--- ASSIGNED TASK ---
Reproduce the records below exactly, but only between the lines holding "for (let i = 2;" and "ctx.save();", inclusive.

:: DATA FOR THIS TASK ::

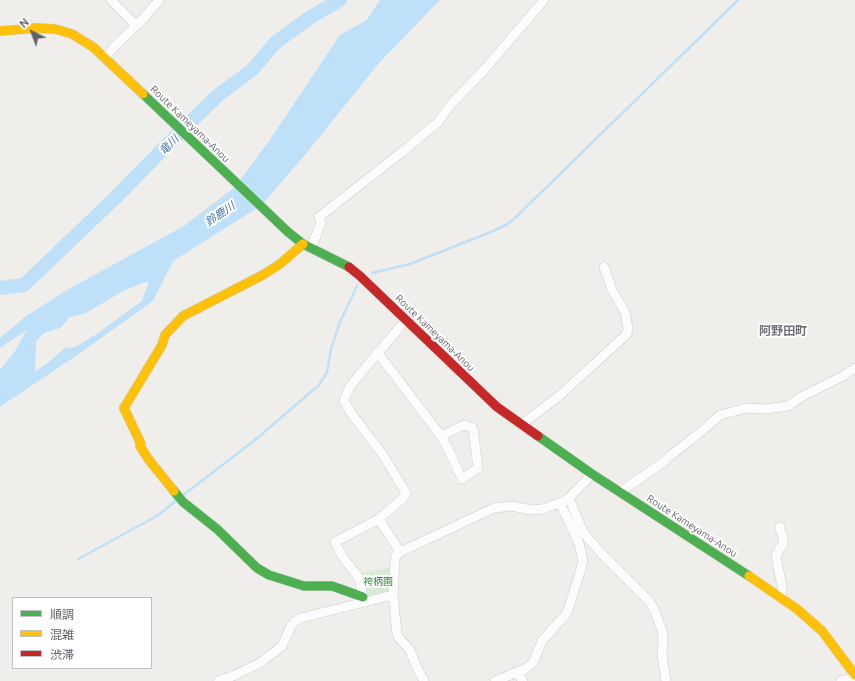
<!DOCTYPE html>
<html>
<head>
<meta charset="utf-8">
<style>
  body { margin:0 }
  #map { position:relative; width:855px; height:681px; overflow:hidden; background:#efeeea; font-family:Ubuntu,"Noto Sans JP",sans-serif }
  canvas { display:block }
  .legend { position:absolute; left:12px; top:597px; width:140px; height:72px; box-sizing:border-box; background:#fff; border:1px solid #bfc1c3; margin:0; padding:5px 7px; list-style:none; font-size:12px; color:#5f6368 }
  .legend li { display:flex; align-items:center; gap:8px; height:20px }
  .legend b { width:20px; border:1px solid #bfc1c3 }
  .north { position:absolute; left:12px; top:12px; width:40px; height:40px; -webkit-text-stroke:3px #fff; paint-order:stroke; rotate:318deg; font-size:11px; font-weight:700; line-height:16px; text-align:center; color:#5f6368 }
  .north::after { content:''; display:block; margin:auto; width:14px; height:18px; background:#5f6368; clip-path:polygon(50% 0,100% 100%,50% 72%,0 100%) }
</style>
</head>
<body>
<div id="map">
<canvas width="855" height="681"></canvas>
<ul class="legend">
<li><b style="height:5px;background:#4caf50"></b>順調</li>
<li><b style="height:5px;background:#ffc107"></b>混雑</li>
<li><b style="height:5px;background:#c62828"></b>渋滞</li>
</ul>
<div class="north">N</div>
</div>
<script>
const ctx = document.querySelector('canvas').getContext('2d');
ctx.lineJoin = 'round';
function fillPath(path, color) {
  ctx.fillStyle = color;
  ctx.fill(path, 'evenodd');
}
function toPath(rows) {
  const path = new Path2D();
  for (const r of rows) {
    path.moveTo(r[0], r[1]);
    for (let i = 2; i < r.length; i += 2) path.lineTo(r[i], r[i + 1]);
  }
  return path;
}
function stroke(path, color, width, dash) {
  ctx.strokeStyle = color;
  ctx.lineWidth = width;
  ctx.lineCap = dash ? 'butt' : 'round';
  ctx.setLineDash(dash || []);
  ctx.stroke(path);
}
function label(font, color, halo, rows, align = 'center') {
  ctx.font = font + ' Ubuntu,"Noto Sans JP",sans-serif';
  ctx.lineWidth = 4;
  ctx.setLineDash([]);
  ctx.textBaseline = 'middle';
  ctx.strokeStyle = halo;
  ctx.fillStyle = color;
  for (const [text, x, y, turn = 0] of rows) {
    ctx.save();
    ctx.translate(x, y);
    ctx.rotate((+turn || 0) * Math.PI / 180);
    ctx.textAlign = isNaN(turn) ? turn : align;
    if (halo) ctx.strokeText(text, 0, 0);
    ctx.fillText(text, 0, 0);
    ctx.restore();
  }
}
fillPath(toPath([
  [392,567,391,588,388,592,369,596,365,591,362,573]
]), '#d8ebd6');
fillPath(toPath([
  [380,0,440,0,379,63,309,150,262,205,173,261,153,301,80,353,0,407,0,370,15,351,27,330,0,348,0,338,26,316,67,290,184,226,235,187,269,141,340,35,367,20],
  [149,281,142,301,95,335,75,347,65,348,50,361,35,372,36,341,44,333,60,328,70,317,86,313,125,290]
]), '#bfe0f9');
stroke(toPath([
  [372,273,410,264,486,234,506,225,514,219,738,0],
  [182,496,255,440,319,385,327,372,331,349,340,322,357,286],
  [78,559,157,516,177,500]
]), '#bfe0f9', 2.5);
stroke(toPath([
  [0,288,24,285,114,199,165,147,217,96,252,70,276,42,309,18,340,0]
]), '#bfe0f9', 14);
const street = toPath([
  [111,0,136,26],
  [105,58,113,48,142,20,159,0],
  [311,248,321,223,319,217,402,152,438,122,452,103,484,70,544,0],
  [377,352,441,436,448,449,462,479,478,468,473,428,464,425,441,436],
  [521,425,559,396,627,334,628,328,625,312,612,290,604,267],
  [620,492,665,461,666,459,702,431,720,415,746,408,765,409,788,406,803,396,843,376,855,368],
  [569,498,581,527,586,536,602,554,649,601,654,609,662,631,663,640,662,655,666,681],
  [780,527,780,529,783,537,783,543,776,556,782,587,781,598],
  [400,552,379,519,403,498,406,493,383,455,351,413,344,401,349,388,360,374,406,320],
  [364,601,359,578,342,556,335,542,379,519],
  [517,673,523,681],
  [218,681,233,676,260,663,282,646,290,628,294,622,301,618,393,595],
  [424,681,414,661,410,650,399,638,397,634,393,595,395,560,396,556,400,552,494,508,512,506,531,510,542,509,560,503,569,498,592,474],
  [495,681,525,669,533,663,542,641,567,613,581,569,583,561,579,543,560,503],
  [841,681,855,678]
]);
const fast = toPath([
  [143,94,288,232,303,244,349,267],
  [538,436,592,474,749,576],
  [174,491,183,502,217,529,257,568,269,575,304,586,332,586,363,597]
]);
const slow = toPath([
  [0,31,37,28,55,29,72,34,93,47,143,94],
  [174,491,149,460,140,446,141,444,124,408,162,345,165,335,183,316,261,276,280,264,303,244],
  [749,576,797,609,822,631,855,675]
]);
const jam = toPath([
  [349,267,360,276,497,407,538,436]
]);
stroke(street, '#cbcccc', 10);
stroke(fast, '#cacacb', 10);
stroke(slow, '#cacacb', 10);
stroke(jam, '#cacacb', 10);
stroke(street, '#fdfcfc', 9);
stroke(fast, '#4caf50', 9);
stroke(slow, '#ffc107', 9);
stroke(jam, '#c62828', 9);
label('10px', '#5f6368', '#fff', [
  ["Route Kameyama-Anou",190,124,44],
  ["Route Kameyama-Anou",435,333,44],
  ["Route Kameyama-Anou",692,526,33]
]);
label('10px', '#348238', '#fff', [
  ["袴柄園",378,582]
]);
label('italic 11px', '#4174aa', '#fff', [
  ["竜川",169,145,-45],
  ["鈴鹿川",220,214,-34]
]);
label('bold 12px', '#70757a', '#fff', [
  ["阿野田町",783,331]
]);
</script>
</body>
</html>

:::

--- ANSWER BELOW ---
    for (let i = 2; i < r.length; i += 2) path.lineTo(r[i], r[i + 1]);
  }
  return path;
}
function stroke(path, color, width, dash) {
  ctx.strokeStyle = color;
  ctx.lineWidth = width;
  ctx.lineCap = dash ? 'butt' : 'round';
  ctx.setLineDash(dash || []);
  ctx.stroke(path);
}
function label(font, color, halo, rows, align = 'center') {
  ctx.font = font + ' Ubuntu,"Noto Sans JP",sans-serif';
  ctx.lineWidth = 4;
  ctx.setLineDash([]);
  ctx.textBaseline = 'middle';
  ctx.strokeStyle = halo;
  ctx.fillStyle = color;
  for (const [text, x, y, turn = 0] of rows) {
    ctx.save();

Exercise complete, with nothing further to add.